De entre todas las cosas absurdas que se dan en política, seguramente se lleva la palma la existencia de los tránsfugas. El que un ciudadano, particularmente si es militante de un partido político, se esfuerce y ponga toda su alma por que prosperen y se lleven a la práctica sus ideales, y que después venga un tránsfuga a traicionarle cambiándose de bando, es un hecho que, de ser admitido, rompe todos los esquemas mentales de la persona más progre.La deslealtad nunca ha sido de recibo en ninguna cultura, y no se puede argumentar que se admite en aras de la democracia, porque nada hay más antidemocrático como ignorar y torcer la intención del voto.
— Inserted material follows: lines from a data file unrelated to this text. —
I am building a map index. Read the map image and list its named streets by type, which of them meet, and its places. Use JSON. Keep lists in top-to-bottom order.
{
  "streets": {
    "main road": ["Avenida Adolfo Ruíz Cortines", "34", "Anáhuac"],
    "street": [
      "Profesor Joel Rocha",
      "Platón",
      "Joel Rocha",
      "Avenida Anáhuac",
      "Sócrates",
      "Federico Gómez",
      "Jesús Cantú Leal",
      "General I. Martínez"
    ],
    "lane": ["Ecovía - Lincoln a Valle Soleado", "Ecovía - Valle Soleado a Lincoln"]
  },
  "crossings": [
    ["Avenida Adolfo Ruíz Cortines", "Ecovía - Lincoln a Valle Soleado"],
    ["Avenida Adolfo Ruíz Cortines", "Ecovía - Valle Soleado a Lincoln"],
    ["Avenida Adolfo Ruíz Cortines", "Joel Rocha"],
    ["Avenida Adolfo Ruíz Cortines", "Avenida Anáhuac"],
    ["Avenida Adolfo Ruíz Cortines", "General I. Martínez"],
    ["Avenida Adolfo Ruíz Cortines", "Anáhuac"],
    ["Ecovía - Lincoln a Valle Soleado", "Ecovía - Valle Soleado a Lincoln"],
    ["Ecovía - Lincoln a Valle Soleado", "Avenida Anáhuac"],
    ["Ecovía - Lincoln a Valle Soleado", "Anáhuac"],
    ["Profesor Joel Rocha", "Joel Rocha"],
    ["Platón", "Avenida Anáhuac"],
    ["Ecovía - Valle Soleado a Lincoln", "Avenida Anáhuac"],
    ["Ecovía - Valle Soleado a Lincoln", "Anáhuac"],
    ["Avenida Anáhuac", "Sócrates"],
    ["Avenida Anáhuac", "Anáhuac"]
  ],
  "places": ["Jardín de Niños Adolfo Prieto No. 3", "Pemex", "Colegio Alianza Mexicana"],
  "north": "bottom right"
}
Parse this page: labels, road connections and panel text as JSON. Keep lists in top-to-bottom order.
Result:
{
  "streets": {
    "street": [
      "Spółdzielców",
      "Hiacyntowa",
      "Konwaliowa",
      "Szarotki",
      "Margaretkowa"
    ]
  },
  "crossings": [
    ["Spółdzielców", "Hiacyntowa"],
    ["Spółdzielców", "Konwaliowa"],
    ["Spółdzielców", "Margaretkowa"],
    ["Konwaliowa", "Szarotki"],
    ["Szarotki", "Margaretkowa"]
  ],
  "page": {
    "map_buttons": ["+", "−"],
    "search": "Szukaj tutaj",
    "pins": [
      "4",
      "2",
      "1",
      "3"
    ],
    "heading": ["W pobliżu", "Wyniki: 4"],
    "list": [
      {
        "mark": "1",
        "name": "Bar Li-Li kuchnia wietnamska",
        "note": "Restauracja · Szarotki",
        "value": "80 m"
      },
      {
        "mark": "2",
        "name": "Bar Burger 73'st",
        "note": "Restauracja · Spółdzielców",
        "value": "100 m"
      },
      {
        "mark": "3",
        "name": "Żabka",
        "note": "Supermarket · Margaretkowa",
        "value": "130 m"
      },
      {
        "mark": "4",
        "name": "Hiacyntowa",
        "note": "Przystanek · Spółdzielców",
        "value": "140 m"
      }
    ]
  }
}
Habida cuenta de que normalmente se votan ideas políticas, y no personas ni opiniones personales, la figura del tránsfuga debiera ser una figura a extinguir. Si un electo disiente de la línea de su partido, lo lógico no es que ingrese en el Grupo Mixto para boicotear a ese partido, sino que se vaya a casa y deje su puesto a un sustituto que represente mejor el deseo de los votantes.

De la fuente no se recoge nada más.